Joba Chamberlain was brought up to the Yankees on Aug. 7 to serve as a setup reliever. The 6-foot-2, 230-pound right-hander hasn't allowed a run in his first nine innings over seven appearances, striking out 15 of the 32 batters he's faced while walking just two. New York still plans to develop the Lincoln, Neb., native as a starter, however, the club wanted to solidify its bullpen for the stretch run and at the same time limit their top prospect's innings this season. Chamberlain was the 41st overall Draft pick coming out of the University of Nebraska, which he helped to the College World Series in 2005. He recently answered some questions from You seem to have garnered a lot of attention in a short amount of time. Have a lot of media requests been coming your way the past few days?

Chamberlain: Yeah. Things have slowed down a little bit though. I understand it's a part of the game so I'm taking things as they come. It's been a bit of a whirlwind, but things are slowing down and I'm getting a handle on it, I think. I could be doing a lot of worse things than a lot of interviews. What have you experienced so far?

Chamberlain: I've tried to learn as much as I can. Each outing, I've been able to calm down a bit more as I try to slow the game down. The first few times it seemed that the game was happening real quick. You don't realize how fast you're going at until you slow down a little. The guys around me have helped to slow me down and that's led to me relaxing a little bit. What is it like pitching in Yankee Stadium?

Chamberlain: Oh it's great. Running out there was something I can't really describe. It was like I couldn't feel my legs. Having always been a starter, until recently, I'm used to a short run to the mound from the dugout. That run from the bullpen can be long after a while. Running out there in front of more than 56,000 people is an incredible feeling. It tells you that your hard work has paid off and one of your dreams has come true. How have some of the veteran pitchers helped you so far?

Chamberlain: They've really been behind me. A lot of credit goes to those guys for making me feel comfortable in this situation. That has been especially helpful late in the game when the game is a bit tight. How often do you talk to them?

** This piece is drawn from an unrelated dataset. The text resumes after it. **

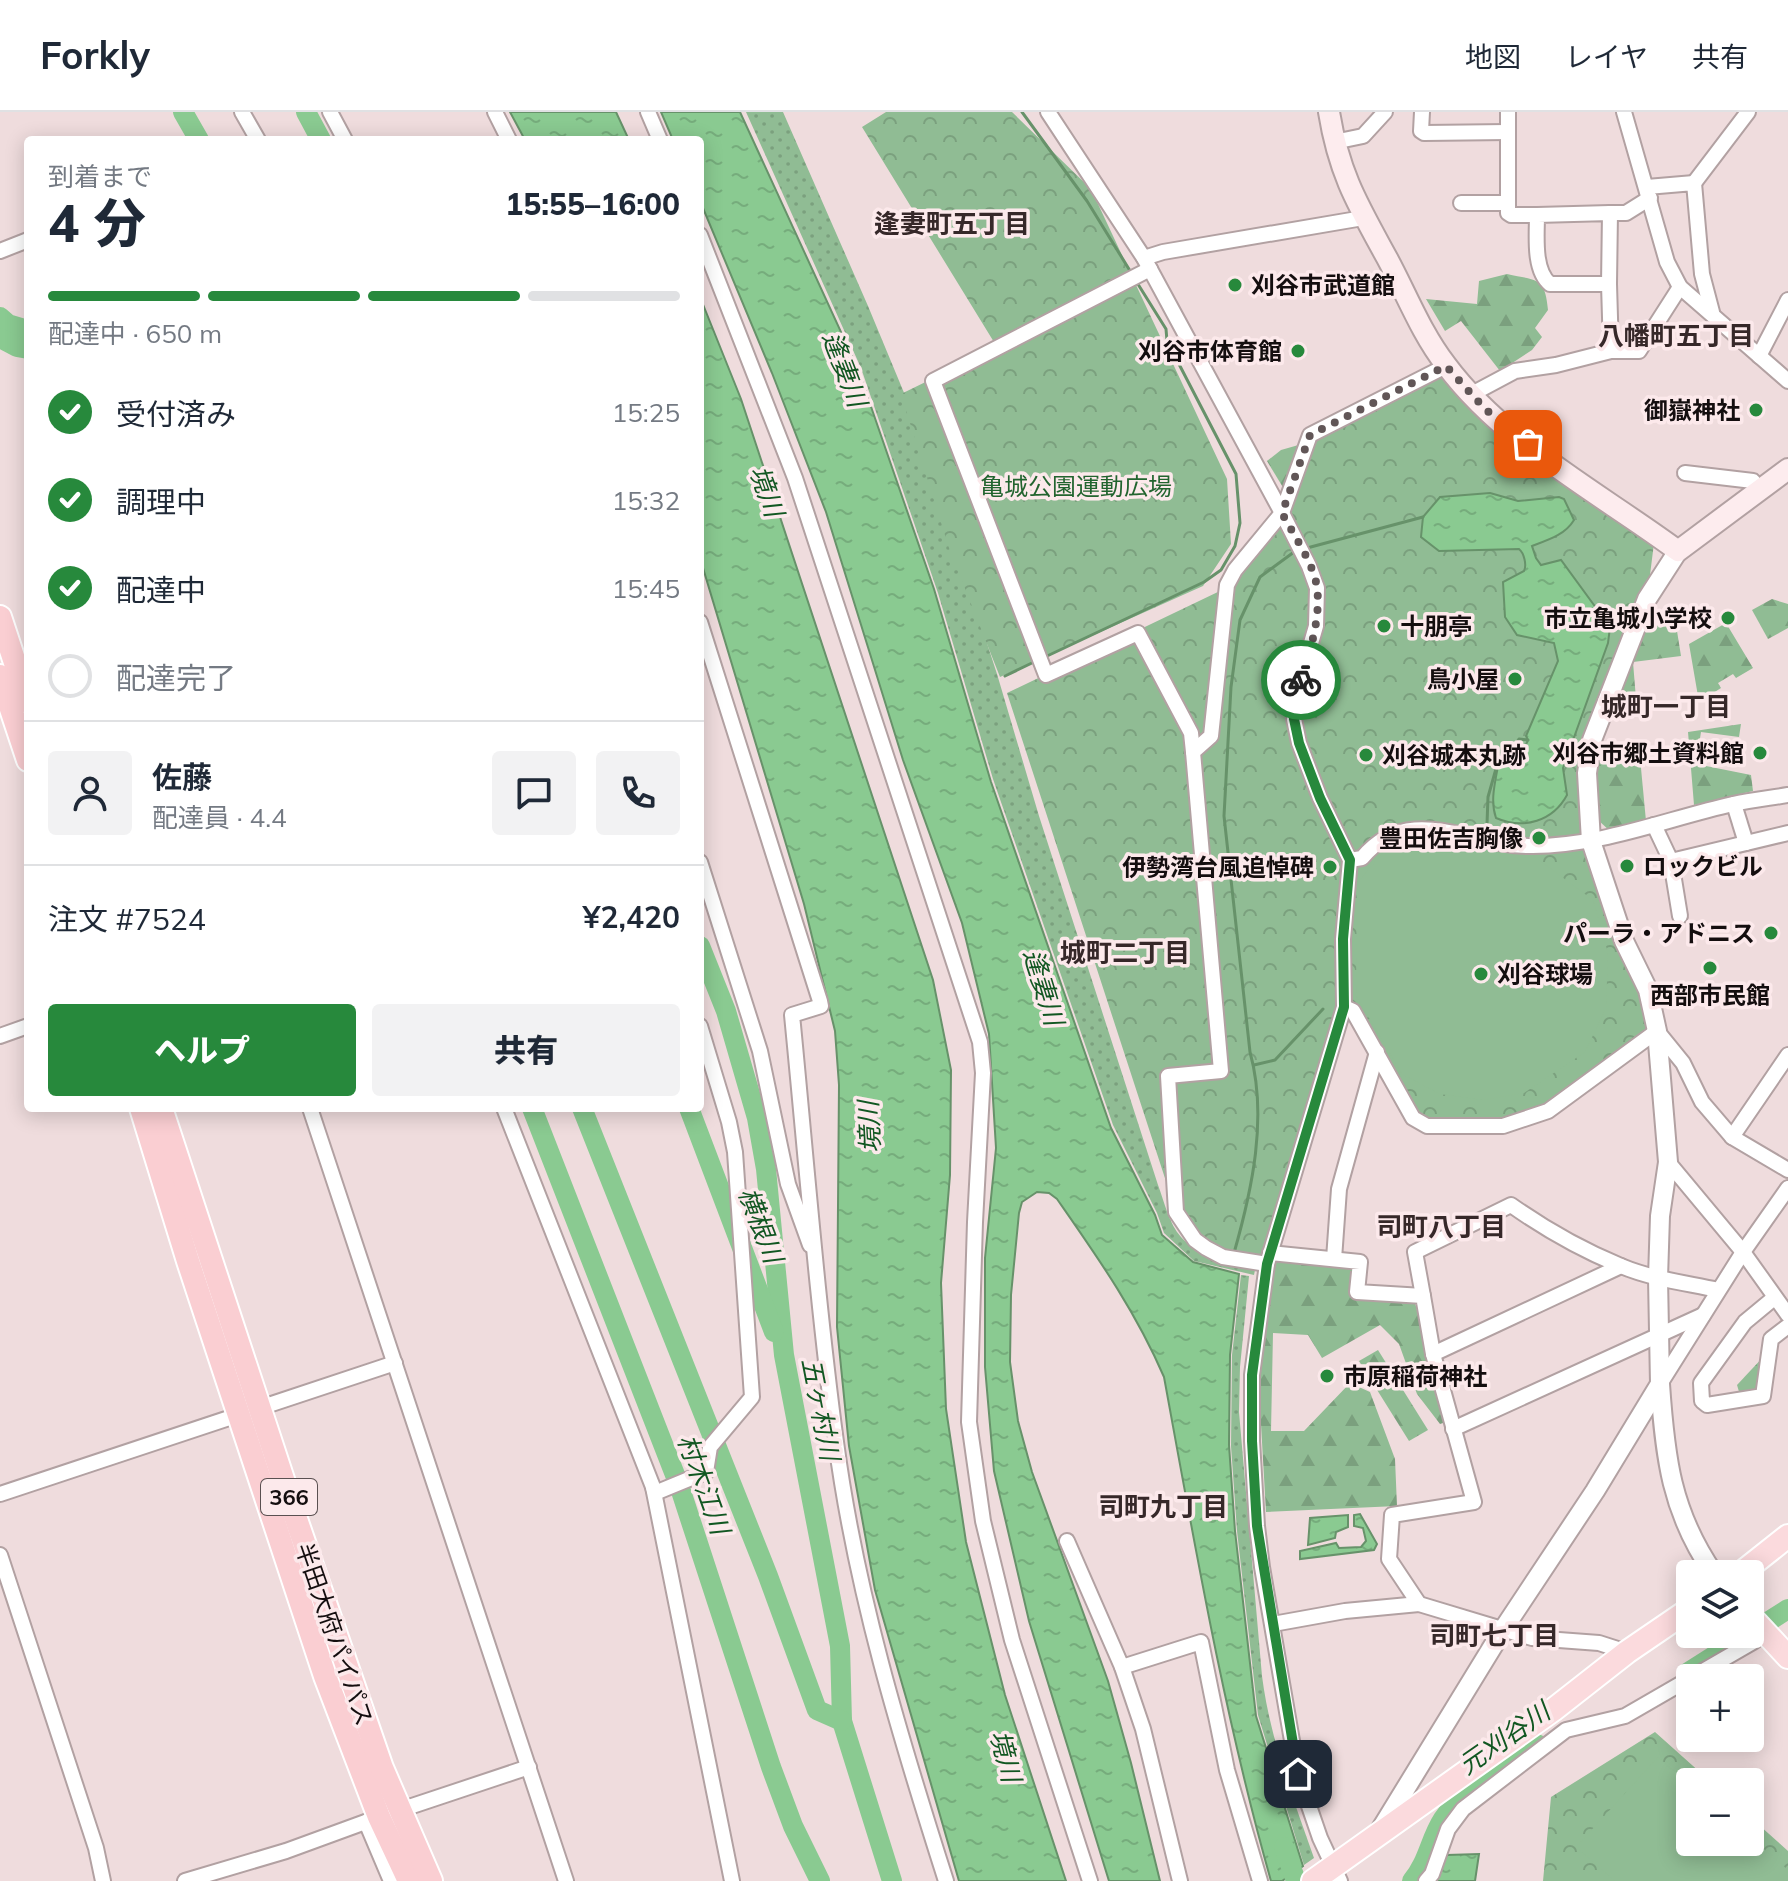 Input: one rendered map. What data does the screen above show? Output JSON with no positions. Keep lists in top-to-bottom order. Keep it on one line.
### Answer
{"streets":{"highway":["366","半田大府パイパス"]},"districts":["逢妻町五丁目","八幡町五丁目","城町一丁目","城町二丁目","司町八丁目","司町九丁目","司町七丁目"],"water":["逢妻川","境川","横根川","五ヶ村川","村木江川","元刈谷川"],"parks":["亀城公園運動広場"],"places":["刈谷市武道館","刈谷市体育館","御嶽神社","市立亀城小学校","十朋亭","鳥小屋","刈谷市郷土資料館","刈谷城本丸跡","豊田佐吉胸像","ロックビル","伊勢湾台風追悼碑","パーラ・アドニス","西部市民館","刈谷球場","市原稲荷神社"],"page":{"header":"Forkly","nav":["地図","レイヤ","共有"],"heading":["4 分","到着まで","15:55–16:00"],"panel":["佐藤","配達員 · 4.4","注文 #7524","¥2,420"],"bar":"配達中 · 650 m","list":[["受付済み","15:25"],["調理中","15:32"],["配達中","15:45"],"配達完了"],"buttons":["ヘルプ","共有"],"map_buttons":["+","−"]}}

Chamberlain: Every chance I get and as much as I can. We have guys who have not only been around a while, but they have been through every situation possible. I try to be a sponge. Back in Spring Training, the plan seemed to be that you might spend the season at Single-A. As the summer progressed, when did you see yourself possibly in this position?

Chamberlain: I didn't have any idea what was going on in terms of the whole deal. My goal was to be in Double-A by the end of the year and that plan sort of got left in the dust somewhere along the way. I got to Scranton and had a start and that went real well. Then I got the news that I was going to move into the bullpen. The media would bring that up, but it wasn't anything I really paid attention to. Things have gone really fast, but it's been a fun ride. What was your initial response to the news that you would become a reliever for now?

Chamberlain: I thought it was great. I saw it as a challenge and I love challenges. I also like to try something new and it was great to try to learn something new on the fly. I've had some great teachers to this point and that's helped me understand life in the bullpen. What is the biggest change for you to convert to a reliever?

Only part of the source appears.